— Task goal —
Output only how many lines below contain "them".

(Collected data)
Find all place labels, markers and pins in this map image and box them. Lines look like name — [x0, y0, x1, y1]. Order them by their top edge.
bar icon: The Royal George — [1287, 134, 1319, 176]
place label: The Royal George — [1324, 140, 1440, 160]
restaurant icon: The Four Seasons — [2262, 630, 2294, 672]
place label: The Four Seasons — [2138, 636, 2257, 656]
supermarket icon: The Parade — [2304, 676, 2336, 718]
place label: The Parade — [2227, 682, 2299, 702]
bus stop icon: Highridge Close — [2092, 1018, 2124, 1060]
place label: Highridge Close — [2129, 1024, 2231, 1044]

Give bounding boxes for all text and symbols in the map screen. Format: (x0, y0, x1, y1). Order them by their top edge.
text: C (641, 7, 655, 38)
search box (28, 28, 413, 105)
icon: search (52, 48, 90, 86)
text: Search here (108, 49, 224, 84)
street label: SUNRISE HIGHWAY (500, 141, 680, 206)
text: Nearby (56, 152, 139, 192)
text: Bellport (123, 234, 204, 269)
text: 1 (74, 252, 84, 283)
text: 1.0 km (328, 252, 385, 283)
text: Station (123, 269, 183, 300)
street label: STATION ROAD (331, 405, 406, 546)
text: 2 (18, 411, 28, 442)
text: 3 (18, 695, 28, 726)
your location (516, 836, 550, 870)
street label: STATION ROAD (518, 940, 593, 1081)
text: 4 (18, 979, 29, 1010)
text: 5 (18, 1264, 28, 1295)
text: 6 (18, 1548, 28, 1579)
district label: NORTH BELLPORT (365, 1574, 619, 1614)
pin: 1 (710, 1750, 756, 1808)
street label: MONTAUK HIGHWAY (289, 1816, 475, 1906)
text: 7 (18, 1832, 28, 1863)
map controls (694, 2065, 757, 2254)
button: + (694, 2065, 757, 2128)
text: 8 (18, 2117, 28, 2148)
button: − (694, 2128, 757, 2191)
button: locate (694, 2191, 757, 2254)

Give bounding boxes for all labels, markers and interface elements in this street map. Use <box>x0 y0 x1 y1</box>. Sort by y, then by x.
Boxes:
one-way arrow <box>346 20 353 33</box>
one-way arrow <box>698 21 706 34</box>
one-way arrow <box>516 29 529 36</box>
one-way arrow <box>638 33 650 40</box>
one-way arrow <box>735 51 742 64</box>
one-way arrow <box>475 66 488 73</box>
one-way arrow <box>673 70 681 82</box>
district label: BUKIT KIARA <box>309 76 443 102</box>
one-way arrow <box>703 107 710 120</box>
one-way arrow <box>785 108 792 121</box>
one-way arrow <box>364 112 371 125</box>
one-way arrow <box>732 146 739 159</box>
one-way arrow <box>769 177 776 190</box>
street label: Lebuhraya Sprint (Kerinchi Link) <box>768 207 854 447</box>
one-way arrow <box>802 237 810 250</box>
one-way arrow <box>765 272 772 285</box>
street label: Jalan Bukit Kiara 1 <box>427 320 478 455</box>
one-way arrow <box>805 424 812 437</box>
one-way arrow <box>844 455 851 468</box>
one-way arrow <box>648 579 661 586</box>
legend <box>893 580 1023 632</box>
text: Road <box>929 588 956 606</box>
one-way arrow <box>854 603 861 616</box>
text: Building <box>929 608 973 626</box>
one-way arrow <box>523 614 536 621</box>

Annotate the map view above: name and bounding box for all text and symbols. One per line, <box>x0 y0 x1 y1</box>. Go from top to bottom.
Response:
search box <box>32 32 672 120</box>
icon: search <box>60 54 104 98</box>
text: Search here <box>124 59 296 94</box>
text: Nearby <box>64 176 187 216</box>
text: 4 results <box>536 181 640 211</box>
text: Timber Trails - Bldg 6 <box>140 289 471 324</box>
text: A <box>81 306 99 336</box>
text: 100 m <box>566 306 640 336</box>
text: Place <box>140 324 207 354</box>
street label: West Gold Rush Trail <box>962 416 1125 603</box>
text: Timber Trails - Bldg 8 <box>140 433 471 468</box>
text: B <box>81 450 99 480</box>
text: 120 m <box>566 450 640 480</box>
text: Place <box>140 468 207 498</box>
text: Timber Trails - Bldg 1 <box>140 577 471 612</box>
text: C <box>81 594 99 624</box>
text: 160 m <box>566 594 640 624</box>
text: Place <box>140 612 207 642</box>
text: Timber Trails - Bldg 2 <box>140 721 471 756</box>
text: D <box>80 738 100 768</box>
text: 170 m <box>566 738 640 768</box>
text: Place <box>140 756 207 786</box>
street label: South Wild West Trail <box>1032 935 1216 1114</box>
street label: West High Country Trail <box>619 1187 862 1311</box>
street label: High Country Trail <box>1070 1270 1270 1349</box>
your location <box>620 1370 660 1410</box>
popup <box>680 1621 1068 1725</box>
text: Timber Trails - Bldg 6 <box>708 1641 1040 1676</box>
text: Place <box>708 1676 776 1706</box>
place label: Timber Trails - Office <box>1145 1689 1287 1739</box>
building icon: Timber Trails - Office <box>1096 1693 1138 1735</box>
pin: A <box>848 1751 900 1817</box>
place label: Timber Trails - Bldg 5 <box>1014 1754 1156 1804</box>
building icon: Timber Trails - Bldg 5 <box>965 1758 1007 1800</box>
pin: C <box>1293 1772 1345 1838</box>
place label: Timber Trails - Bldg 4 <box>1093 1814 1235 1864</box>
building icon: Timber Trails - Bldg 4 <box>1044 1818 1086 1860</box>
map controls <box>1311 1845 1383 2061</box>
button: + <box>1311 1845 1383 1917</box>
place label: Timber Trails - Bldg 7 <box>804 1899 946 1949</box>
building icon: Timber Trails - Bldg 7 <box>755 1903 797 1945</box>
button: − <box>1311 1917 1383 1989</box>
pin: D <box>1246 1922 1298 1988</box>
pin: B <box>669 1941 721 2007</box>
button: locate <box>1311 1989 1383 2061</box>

— Completed exercise —
2